Saved entries

***

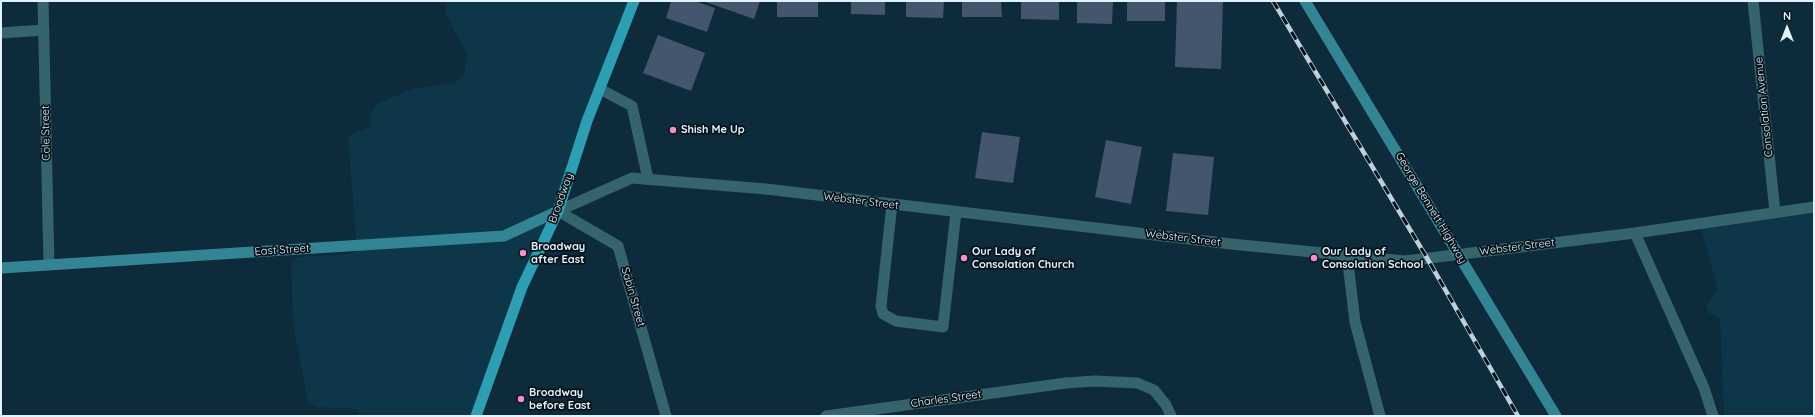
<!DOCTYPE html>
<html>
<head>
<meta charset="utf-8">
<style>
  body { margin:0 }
  #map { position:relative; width:1815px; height:417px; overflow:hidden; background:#0d2b3b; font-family:Quicksand,sans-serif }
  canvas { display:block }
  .frame { position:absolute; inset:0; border:2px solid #e2f3fd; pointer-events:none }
  .north { position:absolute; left:1767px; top:8px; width:40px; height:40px; -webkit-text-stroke:3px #061219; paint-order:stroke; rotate:0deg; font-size:11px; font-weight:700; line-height:16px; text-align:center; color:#e2f3fd }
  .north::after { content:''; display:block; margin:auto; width:14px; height:18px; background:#e2f3fd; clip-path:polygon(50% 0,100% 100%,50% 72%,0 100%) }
</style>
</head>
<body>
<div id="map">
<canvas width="1815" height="417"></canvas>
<div class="frame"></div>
<div class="north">N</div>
</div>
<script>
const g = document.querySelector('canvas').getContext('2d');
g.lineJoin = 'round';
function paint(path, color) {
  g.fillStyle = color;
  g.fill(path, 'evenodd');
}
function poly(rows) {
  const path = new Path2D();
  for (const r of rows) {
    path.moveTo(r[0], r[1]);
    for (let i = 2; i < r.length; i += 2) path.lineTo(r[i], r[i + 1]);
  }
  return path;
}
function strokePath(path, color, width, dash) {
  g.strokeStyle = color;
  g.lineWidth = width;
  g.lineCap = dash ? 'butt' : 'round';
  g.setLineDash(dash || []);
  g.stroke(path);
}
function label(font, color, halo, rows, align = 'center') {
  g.font = font + ' Quicksand,sans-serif';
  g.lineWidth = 3.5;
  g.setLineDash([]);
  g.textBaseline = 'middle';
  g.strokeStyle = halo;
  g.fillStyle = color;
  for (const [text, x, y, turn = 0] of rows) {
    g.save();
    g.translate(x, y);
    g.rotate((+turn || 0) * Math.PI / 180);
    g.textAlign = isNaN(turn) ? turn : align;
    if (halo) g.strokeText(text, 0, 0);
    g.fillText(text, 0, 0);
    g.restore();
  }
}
paint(poly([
  [446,1,636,1,481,416,361,416,358,409,316,407,308,402,293,323,291,263,297,257,346,254,357,251,348,136,370,127,370,113,378,103,415,88,455,83,464,74,467,54,446,16],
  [1814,210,1814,416,1724,416,1720,319,1709,313,1706,305,1718,290,1701,229]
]), '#0d3649');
paint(poly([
  [671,1,695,1,715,8,707,32,666,18],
  [703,1,760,1,754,19],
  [777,1,818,1,818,17,777,17],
  [851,1,885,1,885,15,851,14],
  [906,1,944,1,943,18,906,17],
  [962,1,1001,1,1002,17,962,17],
  [1021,1,1059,1,1059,20,1021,19],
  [1077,1,1113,1,1112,24,1077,23],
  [1127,1,1165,1,1165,21,1127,21],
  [1177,1,1223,1,1221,69,1175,67],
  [658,35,705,53,691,91,643,73],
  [982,132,1020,137,1013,183,975,178],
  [1106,140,1142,147,1131,204,1095,197],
  [1173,153,1214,157,1208,215,1166,211]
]), '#44556e');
strokePath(poly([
  [600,89,632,106,648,179],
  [892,204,881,306,883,314,896,321,943,327,956,212],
  [1635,233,1704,388,1713,416],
  [1347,255,1355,322,1380,416],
  [1066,383,1095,381,1137,383,1154,390,1166,405,1171,416]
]), '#35646d', 11);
strokePath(poly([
  [43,1,49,265],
  [1753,1,1775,212],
  [1,33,44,30],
  [558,211,632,178,766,189,1231,244,1405,261,1635,233,1814,207],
  [558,211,618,246,666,416],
  [826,416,1066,383]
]), '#35646d', 11);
strokePath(poly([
  [1305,1,1556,416],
  [1,268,504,236,558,211]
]), '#348594', 11);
strokePath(poly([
  [476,416,522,287,558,211,587,121,634,1]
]), '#2e9fb2', 11);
const rail = poly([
  [1273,1,1427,258,1518,416]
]);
strokePath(rail, '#bdd0db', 4.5);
strokePath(rail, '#061219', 3, [9]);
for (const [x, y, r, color] of [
  [673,130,4,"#f98fc8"],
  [523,253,4,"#f98fc8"],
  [964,258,4,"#f98fc8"],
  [1314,258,4,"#f98fc8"],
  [521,399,4,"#f98fc8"]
]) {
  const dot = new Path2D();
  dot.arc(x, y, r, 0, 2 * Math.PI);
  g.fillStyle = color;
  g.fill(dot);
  strokePath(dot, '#061219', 1.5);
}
label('11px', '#e2f3fd', '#061219', [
  ["Consolation Avenue",1764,107,-96],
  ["Cole Street",46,133,-91],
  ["Broadway",561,198,-70],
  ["Webster Street",861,201,7],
  ["George Bennett Highway",1431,208,59],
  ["Webster Street",1183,238,7],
  ["Webster Street",1517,247,-7],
  ["East Street",282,250,-4],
  ["Sabin Street",633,297,74],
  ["Charles Street",946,399,-8]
]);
label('bold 11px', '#e2f3fd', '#061219', [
  ["Shish Me Up",681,130],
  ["Broadway",531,247],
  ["after East",531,260],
  ["Our Lady of",972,252],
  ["Consolation Church",972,265],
  ["Our Lady of",1322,252],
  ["Consolation School",1322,265],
  ["Broadway",529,393],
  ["before East",529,406]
], 'left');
</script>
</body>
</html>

***

EXERCISE GOAL.
Give the exact lines, and only those, from the line containing "g.lineJoin = 'round';" through the line containing "g.rotate((+turn || 0) * Math.PI / 180);" in the entries above.

EXERCISE ANSWER.
g.lineJoin = 'round';
function paint(path, color) {
  g.fillStyle = color;
  g.fill(path, 'evenodd');
}
function poly(rows) {
  const path = new Path2D();
  for (const r of rows) {
    path.moveTo(r[0], r[1]);
    for (let i = 2; i < r.length; i += 2) path.lineTo(r[i], r[i + 1]);
  }
  return path;
}
function strokePath(path, color, width, dash) {
  g.strokeStyle = color;
  g.lineWidth = width;
  g.lineCap = dash ? 'butt' : 'round';
  g.setLineDash(dash || []);
  g.stroke(path);
}
function label(font, color, halo, rows, align = 'center') {
  g.font = font + ' Quicksand,sans-serif';
  g.lineWidth = 3.5;
  g.setLineDash([]);
  g.textBaseline = 'middle';
  g.strokeStyle = halo;
  g.fillStyle = color;
  for (const [text, x, y, turn = 0] of rows) {
    g.save();
    g.translate(x, y);
    g.rotate((+turn || 0) * Math.PI / 180);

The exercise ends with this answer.